Wherever the string "type" appears in the records, return the line that holds it.
☆ ☆ ☆ ☆
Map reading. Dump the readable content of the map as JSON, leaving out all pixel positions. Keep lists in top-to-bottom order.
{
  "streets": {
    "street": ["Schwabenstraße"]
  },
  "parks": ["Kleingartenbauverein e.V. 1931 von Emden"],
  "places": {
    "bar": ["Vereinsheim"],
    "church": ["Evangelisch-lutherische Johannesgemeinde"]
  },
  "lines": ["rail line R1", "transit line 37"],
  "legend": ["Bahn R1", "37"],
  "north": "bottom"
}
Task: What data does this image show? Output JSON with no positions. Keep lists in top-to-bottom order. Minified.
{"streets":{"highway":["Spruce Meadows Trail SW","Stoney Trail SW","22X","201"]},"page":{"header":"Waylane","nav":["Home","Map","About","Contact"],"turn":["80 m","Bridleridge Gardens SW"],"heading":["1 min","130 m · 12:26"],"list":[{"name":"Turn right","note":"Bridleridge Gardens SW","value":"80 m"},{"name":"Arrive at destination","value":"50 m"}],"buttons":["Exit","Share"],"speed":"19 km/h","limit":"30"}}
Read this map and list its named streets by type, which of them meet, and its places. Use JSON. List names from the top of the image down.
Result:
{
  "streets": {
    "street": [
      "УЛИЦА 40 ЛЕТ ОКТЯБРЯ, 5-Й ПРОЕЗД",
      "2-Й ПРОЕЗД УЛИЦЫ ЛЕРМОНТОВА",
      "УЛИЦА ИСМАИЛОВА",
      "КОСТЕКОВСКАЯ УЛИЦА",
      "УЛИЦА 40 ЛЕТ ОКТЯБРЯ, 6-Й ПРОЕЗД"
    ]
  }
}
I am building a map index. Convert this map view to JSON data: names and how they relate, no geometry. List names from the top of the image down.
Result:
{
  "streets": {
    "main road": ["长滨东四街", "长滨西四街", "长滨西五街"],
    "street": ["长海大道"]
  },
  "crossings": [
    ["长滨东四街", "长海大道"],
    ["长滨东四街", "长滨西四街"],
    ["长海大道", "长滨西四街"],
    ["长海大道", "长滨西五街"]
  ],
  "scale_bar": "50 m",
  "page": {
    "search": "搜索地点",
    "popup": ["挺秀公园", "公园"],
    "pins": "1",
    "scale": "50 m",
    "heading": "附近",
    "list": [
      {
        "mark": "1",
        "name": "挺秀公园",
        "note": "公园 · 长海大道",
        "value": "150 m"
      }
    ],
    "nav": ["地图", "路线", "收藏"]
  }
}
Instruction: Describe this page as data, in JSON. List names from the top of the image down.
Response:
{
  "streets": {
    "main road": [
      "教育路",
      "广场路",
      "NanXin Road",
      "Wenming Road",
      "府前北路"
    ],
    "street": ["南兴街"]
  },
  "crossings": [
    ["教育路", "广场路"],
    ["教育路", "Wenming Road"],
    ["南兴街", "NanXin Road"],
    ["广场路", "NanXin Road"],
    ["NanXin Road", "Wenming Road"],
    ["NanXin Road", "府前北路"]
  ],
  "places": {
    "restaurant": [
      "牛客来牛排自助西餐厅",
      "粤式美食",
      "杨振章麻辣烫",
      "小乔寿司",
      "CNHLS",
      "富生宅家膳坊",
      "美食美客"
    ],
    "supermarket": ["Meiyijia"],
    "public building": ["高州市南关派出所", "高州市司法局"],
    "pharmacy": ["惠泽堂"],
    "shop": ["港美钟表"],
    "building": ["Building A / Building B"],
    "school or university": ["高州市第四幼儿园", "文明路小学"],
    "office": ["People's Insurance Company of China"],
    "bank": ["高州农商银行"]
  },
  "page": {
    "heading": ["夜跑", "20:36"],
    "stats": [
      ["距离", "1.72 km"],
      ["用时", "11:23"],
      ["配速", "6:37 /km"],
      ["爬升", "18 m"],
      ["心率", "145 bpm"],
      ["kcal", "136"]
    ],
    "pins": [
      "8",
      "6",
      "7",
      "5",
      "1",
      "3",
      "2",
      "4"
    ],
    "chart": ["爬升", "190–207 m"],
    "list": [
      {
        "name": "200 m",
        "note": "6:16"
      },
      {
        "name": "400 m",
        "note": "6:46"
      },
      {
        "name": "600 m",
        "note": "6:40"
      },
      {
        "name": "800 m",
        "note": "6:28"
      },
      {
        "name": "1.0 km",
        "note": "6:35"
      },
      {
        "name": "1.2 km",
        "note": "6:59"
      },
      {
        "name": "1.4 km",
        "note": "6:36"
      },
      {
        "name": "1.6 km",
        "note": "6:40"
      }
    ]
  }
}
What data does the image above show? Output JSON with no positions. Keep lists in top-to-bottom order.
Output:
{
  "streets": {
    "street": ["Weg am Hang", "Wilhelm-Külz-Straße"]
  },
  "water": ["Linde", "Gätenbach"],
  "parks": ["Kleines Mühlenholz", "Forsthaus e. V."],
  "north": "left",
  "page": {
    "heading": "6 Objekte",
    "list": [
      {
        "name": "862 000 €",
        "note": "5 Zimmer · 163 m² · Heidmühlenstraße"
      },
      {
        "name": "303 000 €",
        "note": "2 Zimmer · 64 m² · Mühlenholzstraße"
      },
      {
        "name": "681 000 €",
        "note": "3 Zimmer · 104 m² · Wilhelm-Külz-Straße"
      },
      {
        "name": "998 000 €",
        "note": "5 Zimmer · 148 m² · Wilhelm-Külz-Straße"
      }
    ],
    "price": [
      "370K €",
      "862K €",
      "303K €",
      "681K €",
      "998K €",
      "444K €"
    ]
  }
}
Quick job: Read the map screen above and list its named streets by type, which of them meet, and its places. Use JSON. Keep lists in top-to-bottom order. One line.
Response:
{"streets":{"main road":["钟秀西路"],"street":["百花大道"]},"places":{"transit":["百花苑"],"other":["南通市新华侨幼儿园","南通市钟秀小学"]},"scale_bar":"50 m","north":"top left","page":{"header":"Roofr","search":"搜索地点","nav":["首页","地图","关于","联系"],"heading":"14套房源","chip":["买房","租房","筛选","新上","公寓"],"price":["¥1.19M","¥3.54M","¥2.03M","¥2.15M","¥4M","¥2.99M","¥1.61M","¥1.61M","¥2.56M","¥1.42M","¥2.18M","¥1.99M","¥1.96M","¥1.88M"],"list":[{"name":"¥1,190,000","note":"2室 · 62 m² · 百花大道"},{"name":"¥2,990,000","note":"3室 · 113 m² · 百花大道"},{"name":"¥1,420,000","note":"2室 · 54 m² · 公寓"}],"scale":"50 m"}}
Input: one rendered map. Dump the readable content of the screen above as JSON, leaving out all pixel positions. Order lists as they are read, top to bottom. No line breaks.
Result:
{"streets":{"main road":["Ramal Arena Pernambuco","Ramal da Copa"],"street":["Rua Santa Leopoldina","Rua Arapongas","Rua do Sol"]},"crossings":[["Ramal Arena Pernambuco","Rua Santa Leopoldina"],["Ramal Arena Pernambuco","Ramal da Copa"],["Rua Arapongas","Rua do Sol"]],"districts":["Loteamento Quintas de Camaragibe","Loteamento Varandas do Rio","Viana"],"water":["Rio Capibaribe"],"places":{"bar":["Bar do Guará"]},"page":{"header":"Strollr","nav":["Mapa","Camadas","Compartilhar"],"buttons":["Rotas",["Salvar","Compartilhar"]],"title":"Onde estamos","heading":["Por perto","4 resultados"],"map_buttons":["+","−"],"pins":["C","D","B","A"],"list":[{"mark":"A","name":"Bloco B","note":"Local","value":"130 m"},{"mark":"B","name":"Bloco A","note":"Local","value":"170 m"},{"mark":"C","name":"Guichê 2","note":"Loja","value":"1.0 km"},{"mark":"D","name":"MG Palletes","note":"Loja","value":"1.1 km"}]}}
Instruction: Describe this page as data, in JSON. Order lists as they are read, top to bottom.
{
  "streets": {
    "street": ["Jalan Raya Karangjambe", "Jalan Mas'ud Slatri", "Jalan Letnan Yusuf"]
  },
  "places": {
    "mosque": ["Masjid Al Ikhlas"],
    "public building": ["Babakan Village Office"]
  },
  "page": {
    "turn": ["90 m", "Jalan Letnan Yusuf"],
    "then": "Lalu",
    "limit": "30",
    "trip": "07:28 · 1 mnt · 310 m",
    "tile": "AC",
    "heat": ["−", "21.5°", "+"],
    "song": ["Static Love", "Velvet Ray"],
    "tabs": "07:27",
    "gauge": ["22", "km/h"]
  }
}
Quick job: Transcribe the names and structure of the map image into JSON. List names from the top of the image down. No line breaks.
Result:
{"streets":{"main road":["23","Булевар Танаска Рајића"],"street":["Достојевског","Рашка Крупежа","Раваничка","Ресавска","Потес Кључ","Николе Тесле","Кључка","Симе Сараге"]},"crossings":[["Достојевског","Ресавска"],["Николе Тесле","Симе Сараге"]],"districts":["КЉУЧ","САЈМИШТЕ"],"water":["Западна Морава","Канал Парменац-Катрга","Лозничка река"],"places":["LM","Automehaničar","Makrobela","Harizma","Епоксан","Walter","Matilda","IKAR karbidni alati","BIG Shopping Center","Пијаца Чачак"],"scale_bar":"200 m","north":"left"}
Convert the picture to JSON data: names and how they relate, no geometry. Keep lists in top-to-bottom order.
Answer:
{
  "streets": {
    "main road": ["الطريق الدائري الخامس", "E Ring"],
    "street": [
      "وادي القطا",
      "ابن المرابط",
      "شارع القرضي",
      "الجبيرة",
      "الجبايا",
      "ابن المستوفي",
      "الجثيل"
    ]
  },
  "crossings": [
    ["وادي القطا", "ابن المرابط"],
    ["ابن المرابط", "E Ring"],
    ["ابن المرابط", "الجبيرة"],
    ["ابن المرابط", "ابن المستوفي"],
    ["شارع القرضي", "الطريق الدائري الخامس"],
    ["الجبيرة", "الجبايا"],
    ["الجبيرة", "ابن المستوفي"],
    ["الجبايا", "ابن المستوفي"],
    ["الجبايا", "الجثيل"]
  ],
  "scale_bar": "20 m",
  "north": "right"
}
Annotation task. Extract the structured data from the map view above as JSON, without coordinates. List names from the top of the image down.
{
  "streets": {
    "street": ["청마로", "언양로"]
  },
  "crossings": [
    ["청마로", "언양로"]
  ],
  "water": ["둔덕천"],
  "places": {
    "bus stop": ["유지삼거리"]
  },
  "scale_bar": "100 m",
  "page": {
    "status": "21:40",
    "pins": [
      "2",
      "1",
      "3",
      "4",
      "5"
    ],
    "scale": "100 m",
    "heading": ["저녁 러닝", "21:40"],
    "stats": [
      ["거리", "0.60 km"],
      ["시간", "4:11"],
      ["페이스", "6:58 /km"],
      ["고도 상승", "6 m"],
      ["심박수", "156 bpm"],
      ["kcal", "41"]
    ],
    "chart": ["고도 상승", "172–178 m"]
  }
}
☆ ☆ ☆ ☆
• WORKED SOLUTION:
Read this map and list its named streets by type, which of them meet, and its places. Use JSON. List names from the top of the image down.
Quick job: Read the map screen above and list its named streets by type, which of them meet, and its places. Use JSON. Keep lists in top-to-bottom order. One line.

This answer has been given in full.